YOUR GOAL = Output every entry below word for word, without its pictures.

··· DATA

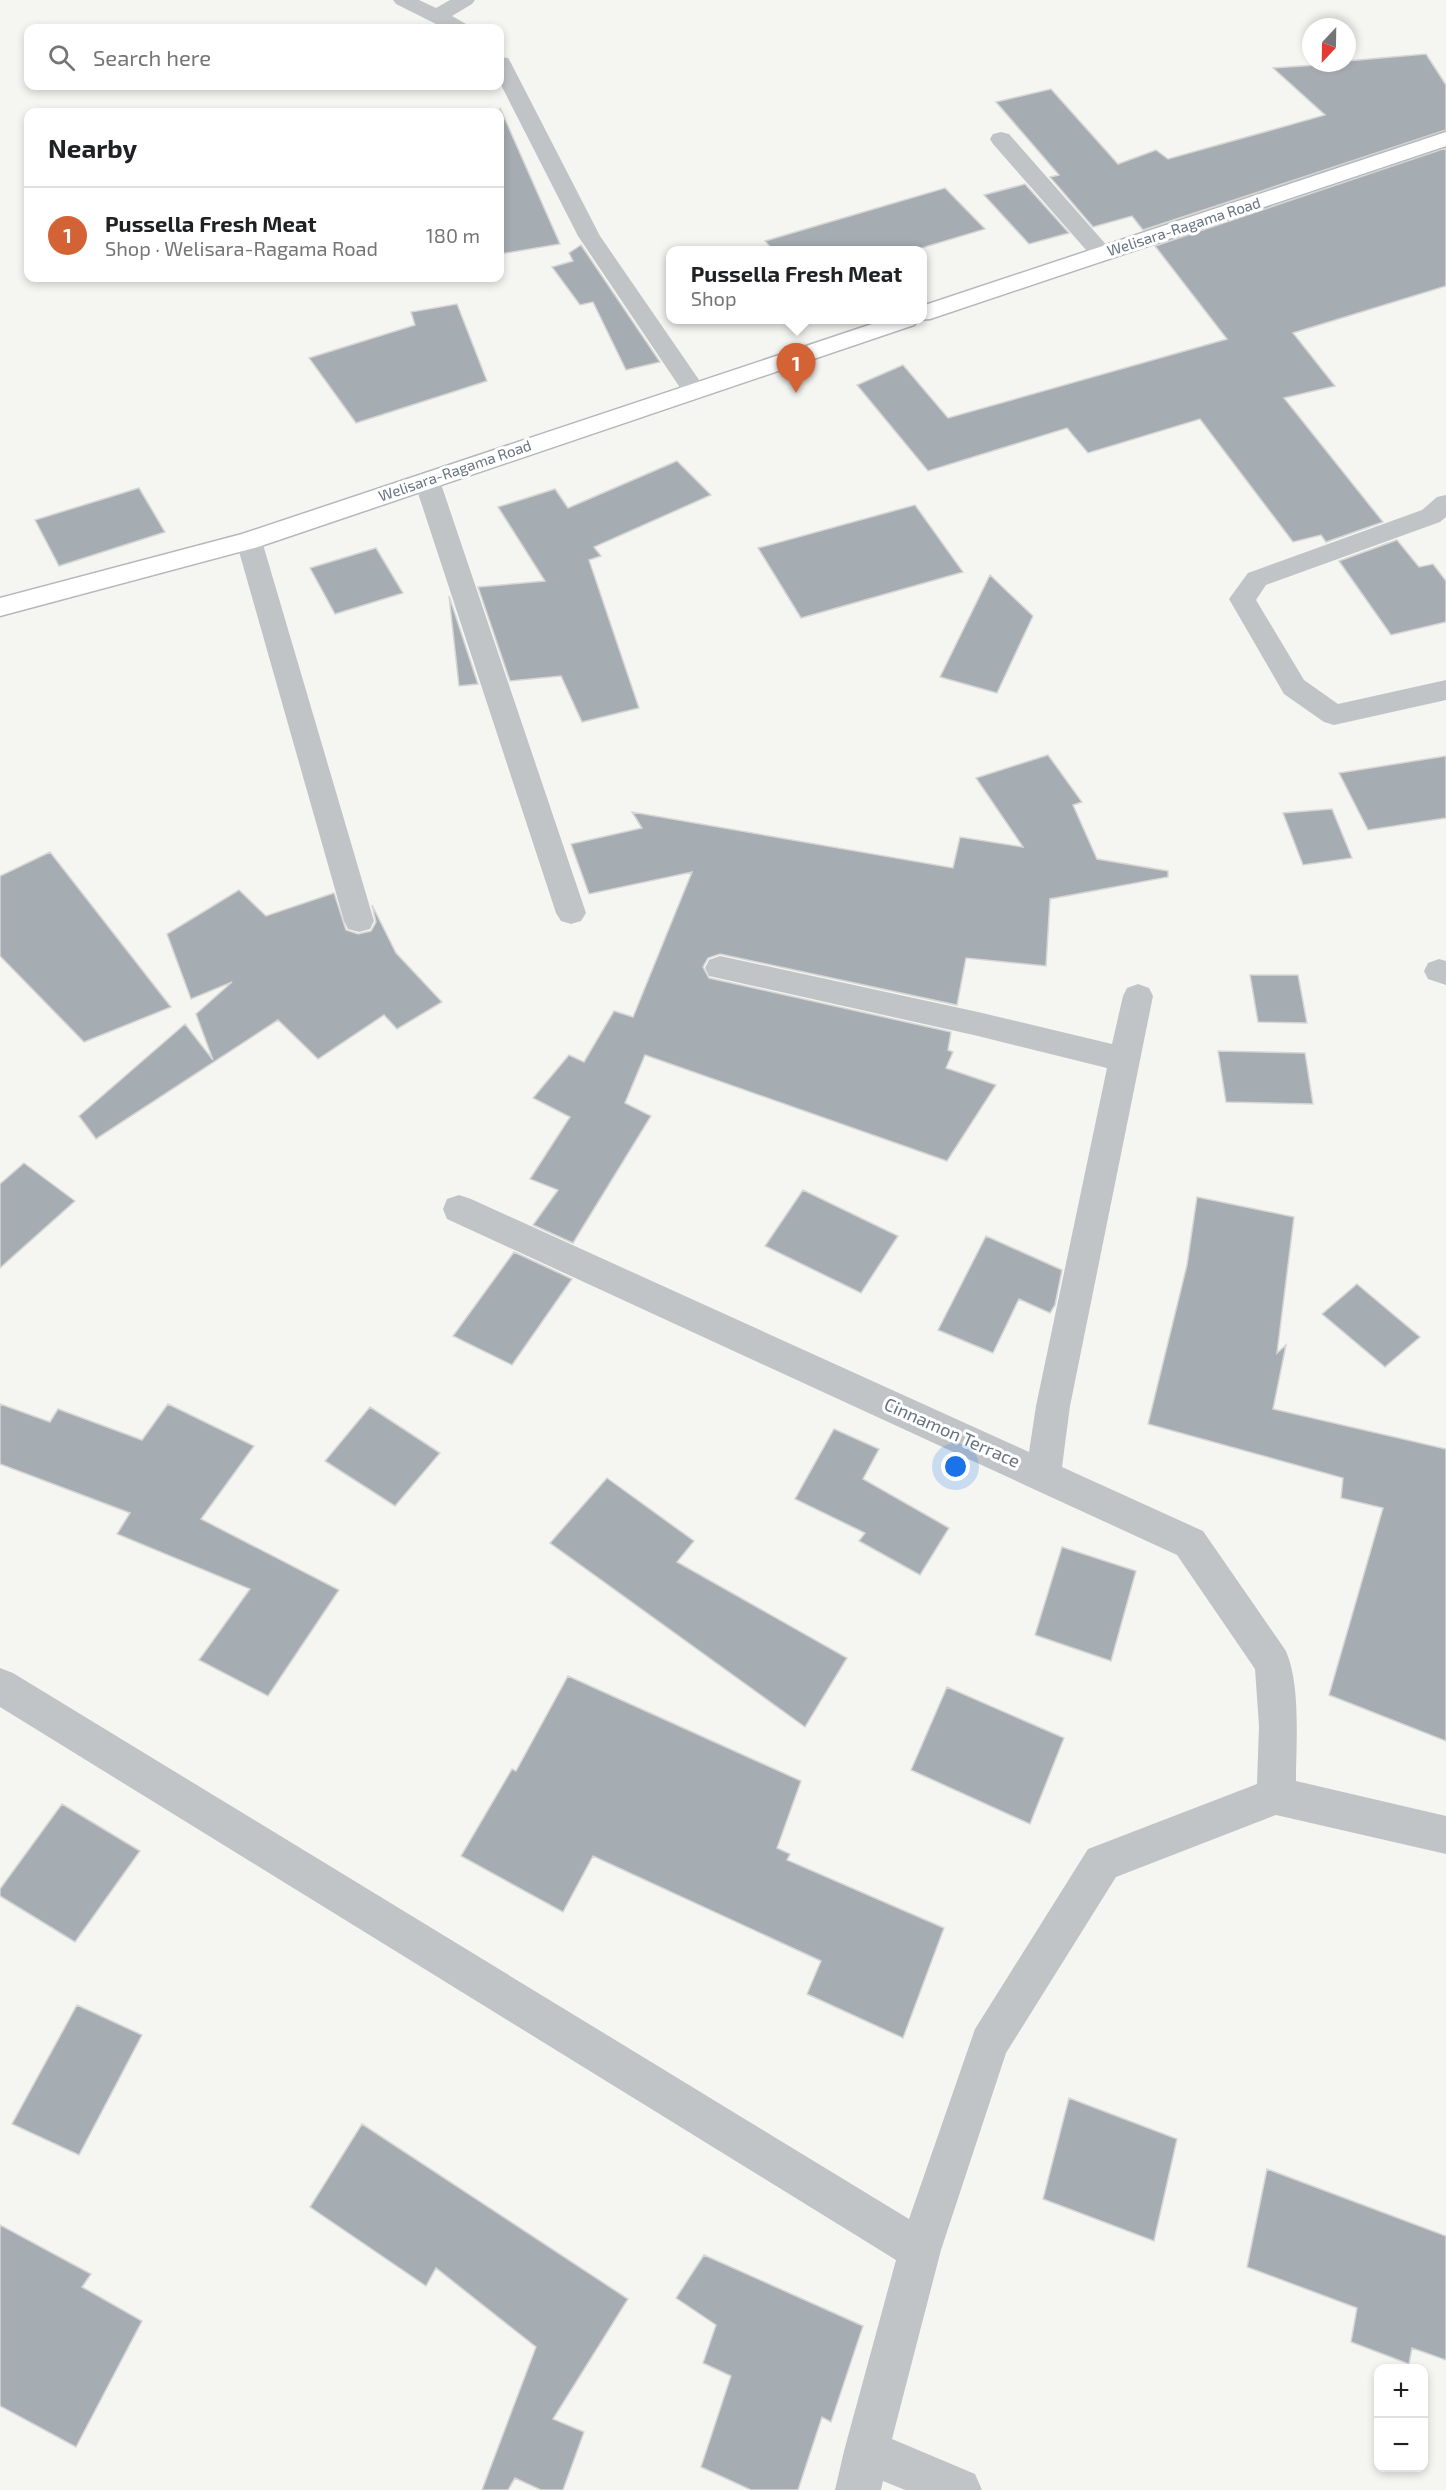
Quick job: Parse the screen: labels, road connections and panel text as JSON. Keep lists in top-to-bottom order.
{
  "streets": {
    "main road": ["Welisara-Ragama Road"],
    "street": ["Cinnamon Terrace"]
  },
  "north": "bottom",
  "page": {
    "search": "Search here",
    "heading": "Nearby",
    "list": [
      {
        "mark": "1",
        "name": "Pussella Fresh Meat",
        "note": "Shop · Welisara-Ragama Road",
        "value": "180 m"
      }
    ],
    "popup": ["Pussella Fresh Meat", "Shop"],
    "pins": "1",
    "map_buttons": ["+", "−"]
  }
}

······

FINISHED EXERCISE =
Quick job: Parse the screen: labels, road connections and panel text as JSON. Keep lists in top-to-bottom order.
{
  "streets": {
    "main road": ["Welisara-Ragama Road"],
    "street": ["Cinnamon Terrace"]
  },
  "north": "bottom",
  "page": {
    "search": "Search here",
    "heading": "Nearby",
    "list": [
      {
        "mark": "1",
        "name": "Pussella Fresh Meat",
        "note": "Shop · Welisara-Ragama Road",
        "value": "180 m"
      }
    ],
    "popup": ["Pussella Fresh Meat", "Shop"],
    "pins": "1",
    "map_buttons": ["+", "−"]
  }
}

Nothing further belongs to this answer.